#### [Task item]
The answer must be a single number: how many lines of the records below contain "fabs".

= Beginning of Section =

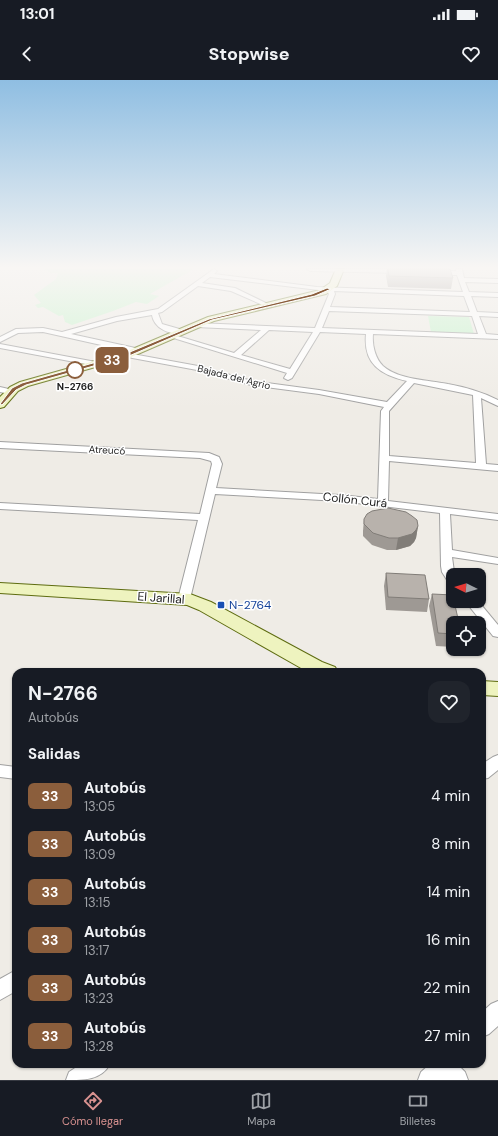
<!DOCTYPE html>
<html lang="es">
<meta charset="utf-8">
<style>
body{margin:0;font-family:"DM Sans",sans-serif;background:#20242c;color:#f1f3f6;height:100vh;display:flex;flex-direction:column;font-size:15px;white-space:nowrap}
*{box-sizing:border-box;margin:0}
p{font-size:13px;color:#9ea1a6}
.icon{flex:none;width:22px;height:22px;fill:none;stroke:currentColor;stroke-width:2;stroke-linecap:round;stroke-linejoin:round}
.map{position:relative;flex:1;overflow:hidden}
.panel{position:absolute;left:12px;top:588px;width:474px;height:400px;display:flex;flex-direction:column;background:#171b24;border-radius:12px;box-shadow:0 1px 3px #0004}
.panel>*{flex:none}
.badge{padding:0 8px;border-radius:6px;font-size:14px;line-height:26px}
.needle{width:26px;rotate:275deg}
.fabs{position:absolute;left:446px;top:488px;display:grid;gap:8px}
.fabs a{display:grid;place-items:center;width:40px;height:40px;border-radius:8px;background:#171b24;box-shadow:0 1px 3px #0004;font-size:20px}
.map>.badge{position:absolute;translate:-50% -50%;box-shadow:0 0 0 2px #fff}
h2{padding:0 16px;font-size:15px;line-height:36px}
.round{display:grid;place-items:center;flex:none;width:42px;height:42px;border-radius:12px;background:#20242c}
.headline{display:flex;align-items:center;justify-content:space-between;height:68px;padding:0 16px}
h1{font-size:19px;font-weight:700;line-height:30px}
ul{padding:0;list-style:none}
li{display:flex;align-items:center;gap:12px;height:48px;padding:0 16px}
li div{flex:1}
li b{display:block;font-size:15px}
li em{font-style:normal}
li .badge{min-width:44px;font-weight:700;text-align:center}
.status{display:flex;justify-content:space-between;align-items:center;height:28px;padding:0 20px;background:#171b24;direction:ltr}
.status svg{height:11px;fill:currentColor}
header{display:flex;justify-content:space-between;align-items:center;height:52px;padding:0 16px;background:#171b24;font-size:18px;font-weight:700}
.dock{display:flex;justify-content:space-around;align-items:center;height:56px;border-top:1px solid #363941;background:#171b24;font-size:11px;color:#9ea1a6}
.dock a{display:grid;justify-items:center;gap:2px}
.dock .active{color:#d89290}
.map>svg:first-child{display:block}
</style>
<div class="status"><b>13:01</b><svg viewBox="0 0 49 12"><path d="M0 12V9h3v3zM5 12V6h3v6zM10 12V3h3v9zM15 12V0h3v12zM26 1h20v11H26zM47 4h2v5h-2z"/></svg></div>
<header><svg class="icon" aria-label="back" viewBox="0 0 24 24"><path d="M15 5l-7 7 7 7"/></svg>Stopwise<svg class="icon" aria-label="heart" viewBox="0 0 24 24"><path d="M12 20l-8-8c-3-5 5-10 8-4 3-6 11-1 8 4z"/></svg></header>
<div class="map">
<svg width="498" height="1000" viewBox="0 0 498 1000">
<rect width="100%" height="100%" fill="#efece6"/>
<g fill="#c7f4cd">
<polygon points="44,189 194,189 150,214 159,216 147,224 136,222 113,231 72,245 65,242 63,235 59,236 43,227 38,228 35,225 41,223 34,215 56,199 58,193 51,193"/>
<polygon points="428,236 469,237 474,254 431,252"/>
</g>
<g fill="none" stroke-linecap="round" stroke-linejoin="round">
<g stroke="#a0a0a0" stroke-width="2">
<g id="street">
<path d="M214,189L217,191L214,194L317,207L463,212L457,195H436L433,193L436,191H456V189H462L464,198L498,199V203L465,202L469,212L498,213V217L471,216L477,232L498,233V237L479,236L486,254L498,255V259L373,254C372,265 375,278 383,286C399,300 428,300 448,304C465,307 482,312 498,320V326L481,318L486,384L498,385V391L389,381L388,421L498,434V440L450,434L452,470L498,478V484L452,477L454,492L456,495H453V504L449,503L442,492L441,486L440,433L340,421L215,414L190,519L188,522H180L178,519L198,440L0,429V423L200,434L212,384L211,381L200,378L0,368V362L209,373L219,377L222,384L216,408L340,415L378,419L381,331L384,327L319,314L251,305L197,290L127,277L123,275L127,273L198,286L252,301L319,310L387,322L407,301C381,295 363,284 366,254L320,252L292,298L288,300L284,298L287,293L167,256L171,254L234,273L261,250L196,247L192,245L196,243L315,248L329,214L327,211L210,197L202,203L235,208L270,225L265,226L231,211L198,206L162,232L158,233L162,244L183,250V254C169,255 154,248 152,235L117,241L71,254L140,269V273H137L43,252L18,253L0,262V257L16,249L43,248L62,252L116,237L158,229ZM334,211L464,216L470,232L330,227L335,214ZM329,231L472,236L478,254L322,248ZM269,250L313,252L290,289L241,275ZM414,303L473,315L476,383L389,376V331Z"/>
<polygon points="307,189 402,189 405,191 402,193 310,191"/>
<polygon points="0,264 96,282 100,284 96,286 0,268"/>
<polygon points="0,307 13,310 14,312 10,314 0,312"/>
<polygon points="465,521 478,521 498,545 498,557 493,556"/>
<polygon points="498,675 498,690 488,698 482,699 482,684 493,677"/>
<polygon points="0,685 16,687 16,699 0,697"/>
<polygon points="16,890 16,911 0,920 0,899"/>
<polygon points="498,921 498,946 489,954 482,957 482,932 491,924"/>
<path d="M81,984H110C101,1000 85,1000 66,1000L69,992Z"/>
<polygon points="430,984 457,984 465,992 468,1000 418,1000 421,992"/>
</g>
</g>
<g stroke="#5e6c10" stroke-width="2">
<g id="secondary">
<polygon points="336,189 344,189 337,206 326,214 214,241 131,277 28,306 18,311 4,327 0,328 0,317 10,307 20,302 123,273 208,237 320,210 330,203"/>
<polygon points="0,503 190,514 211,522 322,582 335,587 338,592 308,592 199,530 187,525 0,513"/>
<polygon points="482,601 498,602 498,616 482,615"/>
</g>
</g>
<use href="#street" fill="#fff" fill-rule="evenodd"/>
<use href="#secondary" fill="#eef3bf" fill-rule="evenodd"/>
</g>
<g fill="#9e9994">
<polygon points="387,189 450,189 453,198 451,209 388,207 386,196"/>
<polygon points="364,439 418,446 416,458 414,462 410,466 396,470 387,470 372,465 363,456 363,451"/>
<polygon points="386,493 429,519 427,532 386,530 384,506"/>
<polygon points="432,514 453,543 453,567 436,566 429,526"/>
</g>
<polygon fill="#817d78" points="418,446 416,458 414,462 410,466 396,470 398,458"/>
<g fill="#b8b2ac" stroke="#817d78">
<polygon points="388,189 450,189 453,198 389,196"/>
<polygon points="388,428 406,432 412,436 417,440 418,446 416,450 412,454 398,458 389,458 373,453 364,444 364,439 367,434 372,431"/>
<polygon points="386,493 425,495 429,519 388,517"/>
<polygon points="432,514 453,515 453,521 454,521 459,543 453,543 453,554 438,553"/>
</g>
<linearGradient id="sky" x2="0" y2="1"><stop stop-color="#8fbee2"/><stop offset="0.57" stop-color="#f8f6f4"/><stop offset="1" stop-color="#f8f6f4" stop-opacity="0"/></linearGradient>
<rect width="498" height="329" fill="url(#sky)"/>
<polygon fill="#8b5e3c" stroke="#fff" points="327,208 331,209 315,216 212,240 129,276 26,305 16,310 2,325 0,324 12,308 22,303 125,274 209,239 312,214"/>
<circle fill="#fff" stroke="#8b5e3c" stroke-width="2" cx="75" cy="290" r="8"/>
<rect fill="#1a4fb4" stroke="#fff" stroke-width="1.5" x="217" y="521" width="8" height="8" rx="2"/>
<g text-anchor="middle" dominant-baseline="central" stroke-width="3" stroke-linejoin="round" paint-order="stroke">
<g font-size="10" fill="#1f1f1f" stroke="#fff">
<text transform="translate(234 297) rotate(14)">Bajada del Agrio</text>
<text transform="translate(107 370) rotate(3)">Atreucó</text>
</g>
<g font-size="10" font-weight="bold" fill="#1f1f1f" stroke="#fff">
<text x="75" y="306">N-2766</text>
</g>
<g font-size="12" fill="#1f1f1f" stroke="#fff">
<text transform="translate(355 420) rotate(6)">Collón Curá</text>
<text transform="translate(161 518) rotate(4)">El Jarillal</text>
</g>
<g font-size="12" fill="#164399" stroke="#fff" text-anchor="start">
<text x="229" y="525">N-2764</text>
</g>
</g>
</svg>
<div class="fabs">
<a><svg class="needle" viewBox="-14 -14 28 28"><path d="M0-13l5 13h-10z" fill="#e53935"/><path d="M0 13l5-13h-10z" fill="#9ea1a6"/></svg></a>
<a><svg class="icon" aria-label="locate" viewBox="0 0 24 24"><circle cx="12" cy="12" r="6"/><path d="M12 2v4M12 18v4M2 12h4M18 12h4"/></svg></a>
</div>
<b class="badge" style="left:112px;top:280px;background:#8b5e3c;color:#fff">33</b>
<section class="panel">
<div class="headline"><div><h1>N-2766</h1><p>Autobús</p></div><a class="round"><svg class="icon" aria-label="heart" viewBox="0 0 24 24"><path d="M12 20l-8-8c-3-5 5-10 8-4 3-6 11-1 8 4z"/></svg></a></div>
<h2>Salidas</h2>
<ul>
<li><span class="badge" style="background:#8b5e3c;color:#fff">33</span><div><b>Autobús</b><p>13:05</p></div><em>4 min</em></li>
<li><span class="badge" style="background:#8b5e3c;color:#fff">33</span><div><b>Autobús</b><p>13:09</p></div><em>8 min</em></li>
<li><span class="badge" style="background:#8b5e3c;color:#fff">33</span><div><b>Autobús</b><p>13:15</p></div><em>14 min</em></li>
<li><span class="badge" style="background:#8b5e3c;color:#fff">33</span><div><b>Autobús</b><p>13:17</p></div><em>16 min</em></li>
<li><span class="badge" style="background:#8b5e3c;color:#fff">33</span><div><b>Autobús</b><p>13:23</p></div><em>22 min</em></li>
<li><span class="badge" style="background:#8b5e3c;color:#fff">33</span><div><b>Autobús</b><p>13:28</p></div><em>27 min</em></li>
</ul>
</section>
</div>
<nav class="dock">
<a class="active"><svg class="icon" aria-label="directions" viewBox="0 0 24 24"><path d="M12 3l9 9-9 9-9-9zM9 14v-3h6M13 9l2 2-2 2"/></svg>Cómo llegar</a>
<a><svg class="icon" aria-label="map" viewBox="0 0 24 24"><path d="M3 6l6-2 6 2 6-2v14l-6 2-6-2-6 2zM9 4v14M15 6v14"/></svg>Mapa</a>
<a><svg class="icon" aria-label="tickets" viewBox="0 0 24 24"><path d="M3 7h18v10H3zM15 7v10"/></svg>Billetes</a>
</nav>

= End of Section =
= Beginning of Section =

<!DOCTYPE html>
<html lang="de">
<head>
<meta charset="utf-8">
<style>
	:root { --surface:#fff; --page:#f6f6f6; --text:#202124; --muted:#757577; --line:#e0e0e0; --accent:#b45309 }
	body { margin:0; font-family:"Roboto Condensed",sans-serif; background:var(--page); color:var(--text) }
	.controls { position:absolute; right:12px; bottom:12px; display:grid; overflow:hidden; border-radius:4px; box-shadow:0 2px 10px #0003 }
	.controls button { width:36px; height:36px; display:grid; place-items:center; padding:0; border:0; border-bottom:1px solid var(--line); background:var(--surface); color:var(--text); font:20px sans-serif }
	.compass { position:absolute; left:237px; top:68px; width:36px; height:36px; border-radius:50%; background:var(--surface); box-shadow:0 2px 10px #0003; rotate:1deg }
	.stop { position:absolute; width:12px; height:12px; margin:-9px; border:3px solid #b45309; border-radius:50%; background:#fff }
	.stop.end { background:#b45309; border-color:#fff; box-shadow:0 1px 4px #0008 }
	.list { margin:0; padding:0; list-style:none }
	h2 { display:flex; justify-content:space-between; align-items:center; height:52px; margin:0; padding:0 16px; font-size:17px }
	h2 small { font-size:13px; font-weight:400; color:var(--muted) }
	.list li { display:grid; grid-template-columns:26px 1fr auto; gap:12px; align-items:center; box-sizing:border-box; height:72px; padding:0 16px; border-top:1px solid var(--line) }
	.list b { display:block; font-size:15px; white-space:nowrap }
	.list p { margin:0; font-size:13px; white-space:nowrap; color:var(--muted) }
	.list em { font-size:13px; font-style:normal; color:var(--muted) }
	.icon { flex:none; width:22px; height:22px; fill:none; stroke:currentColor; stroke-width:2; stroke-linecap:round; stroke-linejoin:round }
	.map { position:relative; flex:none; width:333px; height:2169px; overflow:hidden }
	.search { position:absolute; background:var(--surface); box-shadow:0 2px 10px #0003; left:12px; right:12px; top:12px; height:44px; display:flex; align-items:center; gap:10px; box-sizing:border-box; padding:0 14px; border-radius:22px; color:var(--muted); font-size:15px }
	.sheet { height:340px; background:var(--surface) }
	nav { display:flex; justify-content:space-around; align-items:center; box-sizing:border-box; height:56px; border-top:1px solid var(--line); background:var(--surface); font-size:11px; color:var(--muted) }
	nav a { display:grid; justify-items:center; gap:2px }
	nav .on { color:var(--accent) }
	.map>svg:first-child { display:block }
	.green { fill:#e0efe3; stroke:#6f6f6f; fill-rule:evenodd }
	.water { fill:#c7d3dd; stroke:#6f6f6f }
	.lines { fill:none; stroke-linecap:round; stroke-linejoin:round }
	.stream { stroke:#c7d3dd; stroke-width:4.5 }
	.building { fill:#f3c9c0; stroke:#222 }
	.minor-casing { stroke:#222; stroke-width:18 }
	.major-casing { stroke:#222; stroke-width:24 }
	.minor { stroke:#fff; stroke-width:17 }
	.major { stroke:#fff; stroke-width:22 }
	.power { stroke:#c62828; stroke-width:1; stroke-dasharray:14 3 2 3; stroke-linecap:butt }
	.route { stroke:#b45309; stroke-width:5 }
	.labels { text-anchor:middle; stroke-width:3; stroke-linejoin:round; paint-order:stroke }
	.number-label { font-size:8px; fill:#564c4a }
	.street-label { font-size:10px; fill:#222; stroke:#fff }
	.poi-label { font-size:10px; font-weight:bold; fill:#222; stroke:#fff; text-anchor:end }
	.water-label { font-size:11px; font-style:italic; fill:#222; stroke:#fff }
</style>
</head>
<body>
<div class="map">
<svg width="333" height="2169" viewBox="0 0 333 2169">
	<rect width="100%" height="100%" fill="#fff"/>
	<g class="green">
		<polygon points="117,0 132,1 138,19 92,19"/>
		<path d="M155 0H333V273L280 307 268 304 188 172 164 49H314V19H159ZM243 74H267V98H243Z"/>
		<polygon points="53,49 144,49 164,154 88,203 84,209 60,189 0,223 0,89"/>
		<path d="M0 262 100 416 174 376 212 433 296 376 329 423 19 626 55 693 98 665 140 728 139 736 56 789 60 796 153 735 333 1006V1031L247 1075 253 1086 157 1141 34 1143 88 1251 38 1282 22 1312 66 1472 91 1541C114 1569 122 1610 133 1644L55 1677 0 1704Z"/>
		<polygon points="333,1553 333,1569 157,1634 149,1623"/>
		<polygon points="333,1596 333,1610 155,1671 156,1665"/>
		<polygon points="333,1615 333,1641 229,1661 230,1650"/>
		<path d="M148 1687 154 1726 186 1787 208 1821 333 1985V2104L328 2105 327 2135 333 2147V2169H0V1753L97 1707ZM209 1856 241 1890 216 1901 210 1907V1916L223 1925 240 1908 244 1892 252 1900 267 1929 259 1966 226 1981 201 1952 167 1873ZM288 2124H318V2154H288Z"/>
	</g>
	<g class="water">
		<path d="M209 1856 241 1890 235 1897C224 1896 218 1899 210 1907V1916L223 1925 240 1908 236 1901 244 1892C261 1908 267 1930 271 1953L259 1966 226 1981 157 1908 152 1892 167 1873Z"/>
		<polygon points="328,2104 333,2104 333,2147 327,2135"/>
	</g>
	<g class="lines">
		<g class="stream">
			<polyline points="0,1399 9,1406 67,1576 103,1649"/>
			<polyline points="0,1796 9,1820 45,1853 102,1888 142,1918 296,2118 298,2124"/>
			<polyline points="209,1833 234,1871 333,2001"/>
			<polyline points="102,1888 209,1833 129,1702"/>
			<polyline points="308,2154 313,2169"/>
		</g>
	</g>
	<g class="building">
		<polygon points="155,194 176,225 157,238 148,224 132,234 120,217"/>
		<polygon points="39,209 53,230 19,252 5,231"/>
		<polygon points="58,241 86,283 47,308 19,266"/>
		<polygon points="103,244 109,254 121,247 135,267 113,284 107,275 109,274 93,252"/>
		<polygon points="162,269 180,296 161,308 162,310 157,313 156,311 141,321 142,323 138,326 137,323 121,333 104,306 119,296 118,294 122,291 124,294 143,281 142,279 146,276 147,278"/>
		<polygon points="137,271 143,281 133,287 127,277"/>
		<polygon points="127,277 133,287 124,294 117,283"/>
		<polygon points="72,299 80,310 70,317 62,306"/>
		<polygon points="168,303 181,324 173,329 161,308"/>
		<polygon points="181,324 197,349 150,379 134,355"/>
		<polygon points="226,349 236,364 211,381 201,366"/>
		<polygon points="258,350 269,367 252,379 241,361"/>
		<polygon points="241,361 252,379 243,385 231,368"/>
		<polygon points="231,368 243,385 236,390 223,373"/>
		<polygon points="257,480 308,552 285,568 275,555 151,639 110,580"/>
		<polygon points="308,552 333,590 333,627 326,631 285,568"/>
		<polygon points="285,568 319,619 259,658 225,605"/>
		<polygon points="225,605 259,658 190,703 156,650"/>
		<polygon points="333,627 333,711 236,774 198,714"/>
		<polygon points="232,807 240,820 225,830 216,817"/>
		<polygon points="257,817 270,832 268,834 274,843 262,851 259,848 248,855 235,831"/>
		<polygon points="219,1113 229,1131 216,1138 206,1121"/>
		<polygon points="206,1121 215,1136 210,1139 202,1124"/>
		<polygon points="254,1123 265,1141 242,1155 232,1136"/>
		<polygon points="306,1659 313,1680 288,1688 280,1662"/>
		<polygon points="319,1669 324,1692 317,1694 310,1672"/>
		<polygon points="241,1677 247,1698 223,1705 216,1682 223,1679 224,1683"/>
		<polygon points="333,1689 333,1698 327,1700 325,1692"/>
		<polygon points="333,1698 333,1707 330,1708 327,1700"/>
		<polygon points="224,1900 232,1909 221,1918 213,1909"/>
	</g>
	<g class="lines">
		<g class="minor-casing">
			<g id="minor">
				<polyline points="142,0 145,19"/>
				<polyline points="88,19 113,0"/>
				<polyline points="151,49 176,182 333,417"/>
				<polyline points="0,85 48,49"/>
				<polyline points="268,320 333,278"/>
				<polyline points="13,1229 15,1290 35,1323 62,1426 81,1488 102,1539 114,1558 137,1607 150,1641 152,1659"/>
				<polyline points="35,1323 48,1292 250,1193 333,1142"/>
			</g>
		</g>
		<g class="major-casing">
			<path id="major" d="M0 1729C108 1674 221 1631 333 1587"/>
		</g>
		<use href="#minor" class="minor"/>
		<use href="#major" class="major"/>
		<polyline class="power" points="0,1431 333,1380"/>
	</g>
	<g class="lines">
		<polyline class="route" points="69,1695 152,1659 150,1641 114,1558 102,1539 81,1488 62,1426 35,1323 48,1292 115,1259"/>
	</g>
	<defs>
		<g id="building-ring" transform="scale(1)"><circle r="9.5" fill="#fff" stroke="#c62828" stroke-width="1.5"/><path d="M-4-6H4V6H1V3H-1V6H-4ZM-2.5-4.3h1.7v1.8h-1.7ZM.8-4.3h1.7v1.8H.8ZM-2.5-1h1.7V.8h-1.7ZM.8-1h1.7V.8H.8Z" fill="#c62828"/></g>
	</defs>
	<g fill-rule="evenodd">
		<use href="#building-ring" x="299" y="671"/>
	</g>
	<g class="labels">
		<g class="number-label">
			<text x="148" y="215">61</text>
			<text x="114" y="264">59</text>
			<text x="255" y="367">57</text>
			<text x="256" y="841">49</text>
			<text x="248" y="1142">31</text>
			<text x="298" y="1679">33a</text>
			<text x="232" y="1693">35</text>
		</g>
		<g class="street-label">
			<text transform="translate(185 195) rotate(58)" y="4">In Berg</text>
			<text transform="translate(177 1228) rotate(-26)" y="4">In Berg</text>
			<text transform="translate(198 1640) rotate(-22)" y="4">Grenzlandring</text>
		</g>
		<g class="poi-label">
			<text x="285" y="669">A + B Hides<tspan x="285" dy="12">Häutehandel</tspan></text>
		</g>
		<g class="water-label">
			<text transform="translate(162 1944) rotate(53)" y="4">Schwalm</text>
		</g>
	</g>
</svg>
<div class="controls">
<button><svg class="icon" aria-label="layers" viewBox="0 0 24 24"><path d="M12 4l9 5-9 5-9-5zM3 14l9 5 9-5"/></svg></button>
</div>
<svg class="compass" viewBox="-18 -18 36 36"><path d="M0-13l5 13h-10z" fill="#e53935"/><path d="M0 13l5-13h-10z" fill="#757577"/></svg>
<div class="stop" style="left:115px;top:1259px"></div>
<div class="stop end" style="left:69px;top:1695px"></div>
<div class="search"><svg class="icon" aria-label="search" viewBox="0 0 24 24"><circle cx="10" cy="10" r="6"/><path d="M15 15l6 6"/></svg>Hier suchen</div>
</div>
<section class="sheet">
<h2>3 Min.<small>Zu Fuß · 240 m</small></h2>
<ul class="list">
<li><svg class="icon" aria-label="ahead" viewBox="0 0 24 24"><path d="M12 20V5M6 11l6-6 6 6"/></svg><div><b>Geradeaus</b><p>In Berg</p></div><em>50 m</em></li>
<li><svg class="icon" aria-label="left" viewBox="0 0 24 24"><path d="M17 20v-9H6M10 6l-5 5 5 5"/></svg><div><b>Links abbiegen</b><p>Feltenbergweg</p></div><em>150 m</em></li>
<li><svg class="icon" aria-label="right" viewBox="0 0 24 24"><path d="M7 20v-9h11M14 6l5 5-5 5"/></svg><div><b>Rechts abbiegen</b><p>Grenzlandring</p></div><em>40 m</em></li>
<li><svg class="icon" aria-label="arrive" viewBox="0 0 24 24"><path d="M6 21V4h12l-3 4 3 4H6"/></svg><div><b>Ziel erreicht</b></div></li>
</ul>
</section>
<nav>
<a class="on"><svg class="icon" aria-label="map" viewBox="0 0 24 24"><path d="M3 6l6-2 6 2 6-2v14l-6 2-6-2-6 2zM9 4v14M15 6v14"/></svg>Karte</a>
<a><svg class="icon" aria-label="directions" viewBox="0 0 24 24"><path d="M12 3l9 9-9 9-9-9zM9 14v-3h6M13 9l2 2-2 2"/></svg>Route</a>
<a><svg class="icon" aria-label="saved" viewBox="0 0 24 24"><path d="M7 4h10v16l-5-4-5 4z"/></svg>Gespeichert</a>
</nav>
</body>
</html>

= End of Section =

#### [Reply]
3